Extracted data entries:
= = = = = = =

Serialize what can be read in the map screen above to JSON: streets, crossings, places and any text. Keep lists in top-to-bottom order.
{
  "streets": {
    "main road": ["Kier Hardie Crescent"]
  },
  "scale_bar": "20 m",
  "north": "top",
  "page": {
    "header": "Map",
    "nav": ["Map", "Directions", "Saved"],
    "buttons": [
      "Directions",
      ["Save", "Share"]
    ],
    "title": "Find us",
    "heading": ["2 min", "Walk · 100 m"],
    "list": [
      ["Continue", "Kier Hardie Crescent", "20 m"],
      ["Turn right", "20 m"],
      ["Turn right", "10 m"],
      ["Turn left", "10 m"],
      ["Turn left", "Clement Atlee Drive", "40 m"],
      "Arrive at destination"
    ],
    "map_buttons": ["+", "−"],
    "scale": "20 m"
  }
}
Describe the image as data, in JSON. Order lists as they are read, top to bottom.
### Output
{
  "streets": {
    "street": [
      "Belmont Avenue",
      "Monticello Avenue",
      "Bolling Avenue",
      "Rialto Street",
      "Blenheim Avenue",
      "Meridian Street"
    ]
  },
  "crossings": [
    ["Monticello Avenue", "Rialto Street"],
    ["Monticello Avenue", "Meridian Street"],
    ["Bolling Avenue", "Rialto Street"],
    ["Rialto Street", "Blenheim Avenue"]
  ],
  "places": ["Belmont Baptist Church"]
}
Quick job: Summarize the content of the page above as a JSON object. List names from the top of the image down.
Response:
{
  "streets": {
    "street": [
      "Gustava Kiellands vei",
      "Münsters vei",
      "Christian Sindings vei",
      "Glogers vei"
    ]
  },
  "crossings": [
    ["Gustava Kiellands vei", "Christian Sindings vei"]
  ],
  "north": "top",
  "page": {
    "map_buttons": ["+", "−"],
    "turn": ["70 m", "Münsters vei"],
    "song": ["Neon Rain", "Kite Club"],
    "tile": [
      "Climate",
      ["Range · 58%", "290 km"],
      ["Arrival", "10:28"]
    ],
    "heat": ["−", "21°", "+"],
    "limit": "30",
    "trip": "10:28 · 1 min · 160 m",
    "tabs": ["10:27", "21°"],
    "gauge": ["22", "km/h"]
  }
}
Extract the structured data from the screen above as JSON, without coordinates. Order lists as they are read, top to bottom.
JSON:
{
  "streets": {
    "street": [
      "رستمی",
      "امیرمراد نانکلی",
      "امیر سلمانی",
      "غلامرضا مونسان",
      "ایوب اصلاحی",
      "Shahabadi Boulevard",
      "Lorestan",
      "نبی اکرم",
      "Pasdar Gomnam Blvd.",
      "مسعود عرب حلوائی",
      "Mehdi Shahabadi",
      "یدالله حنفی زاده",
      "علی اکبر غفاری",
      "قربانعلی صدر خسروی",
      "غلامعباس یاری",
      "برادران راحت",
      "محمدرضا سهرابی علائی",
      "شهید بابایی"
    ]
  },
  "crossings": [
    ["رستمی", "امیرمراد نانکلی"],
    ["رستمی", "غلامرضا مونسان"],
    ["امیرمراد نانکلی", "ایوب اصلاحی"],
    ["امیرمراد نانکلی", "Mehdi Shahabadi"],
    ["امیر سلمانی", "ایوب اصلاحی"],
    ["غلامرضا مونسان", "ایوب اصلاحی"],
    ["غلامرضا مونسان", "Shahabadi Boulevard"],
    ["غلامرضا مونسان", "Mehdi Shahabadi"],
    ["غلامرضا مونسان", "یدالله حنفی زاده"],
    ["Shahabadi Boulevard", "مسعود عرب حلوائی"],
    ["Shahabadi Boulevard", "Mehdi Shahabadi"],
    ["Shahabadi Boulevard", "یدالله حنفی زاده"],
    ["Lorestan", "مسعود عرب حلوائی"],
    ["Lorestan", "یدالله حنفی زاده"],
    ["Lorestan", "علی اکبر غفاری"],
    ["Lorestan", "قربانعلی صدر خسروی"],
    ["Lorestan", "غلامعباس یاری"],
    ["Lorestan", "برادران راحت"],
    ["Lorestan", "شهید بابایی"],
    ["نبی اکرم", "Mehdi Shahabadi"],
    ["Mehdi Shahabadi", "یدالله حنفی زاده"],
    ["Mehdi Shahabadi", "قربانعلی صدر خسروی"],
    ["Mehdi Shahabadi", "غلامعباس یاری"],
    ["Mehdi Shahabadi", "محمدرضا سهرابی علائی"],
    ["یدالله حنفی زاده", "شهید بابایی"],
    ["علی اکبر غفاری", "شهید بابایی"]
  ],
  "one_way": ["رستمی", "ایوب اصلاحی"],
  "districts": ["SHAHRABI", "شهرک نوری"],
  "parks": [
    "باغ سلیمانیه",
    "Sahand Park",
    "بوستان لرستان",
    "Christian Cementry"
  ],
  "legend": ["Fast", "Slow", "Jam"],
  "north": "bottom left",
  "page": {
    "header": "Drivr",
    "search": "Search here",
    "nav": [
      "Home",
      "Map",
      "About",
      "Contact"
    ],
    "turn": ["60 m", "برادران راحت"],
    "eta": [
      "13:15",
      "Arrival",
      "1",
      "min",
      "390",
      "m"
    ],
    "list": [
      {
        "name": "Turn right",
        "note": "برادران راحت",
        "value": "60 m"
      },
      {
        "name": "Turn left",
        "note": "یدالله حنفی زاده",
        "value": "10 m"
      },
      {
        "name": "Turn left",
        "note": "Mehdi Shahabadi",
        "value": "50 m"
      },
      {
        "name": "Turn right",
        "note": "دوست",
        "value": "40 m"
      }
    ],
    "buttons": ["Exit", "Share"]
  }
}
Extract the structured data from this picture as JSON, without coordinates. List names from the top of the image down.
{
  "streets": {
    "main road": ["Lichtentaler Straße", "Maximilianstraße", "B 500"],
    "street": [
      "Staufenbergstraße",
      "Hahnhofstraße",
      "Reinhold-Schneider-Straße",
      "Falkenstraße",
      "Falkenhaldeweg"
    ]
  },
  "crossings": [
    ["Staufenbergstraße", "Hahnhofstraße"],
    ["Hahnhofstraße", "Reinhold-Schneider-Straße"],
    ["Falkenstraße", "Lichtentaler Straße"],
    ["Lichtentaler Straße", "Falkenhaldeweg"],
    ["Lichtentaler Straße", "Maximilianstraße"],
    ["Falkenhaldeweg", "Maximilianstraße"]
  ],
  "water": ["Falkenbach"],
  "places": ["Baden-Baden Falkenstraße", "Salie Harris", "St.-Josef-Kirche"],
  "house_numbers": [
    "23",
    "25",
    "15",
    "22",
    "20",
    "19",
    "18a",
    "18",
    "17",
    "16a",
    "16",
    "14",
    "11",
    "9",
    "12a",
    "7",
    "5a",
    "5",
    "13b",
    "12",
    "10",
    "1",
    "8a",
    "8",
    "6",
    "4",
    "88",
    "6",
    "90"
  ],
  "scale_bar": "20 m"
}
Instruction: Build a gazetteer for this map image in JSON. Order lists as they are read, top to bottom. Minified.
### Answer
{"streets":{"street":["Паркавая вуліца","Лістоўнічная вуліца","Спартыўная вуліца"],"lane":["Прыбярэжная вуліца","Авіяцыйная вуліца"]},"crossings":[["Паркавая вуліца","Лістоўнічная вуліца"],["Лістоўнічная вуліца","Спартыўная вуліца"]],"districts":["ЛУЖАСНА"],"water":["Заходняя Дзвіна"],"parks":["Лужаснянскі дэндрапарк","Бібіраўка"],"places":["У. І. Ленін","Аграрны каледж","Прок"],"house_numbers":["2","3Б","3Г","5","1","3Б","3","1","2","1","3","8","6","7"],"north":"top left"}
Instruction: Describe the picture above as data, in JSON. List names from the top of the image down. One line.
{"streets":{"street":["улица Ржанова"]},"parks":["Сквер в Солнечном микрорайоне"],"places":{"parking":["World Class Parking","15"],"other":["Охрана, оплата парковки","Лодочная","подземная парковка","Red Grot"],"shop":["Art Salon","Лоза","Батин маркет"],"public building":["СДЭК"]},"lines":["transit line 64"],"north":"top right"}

= = = = = = =

> **Required work**
Reproduce, exactly as they stand in the data above, the lines from the one that holds "Describe the image" to the one that holds "Extract the structured data from the", inclusive.

> **Task output**
Describe the image as data, in JSON. Order lists as they are read, top to bottom.
### Output
{
  "streets": {
    "street": [
      "Belmont Avenue",
      "Monticello Avenue",
      "Bolling Avenue",
      "Rialto Street",
      "Blenheim Avenue",
      "Meridian Street"
    ]
  },
  "crossings": [
    ["Monticello Avenue", "Rialto Street"],
    ["Monticello Avenue", "Meridian Street"],
    ["Bolling Avenue", "Rialto Street"],
    ["Rialto Street", "Blenheim Avenue"]
  ],
  "places": ["Belmont Baptist Church"]
}
Quick job: Summarize the content of the page above as a JSON object. List names from the top of the image down.
Response:
{
  "streets": {
    "street": [
      "Gustava Kiellands vei",
      "Münsters vei",
      "Christian Sindings vei",
      "Glogers vei"
    ]
  },
  "crossings": [
    ["Gustava Kiellands vei", "Christian Sindings vei"]
  ],
  "north": "top",
  "page": {
    "map_buttons": ["+", "−"],
    "turn": ["70 m", "Münsters vei"],
    "song": ["Neon Rain", "Kite Club"],
    "tile": [
      "Climate",
      ["Range · 58%", "290 km"],
      ["Arrival", "10:28"]
    ],
    "heat": ["−", "21°", "+"],
    "limit": "30",
    "trip": "10:28 · 1 min · 160 m",
    "tabs": ["10:27", "21°"],
    "gauge": ["22", "km/h"]
  }
}
Extract the structured data from the screen above as JSON, without coordinates. Order lists as they are read, top to bottom.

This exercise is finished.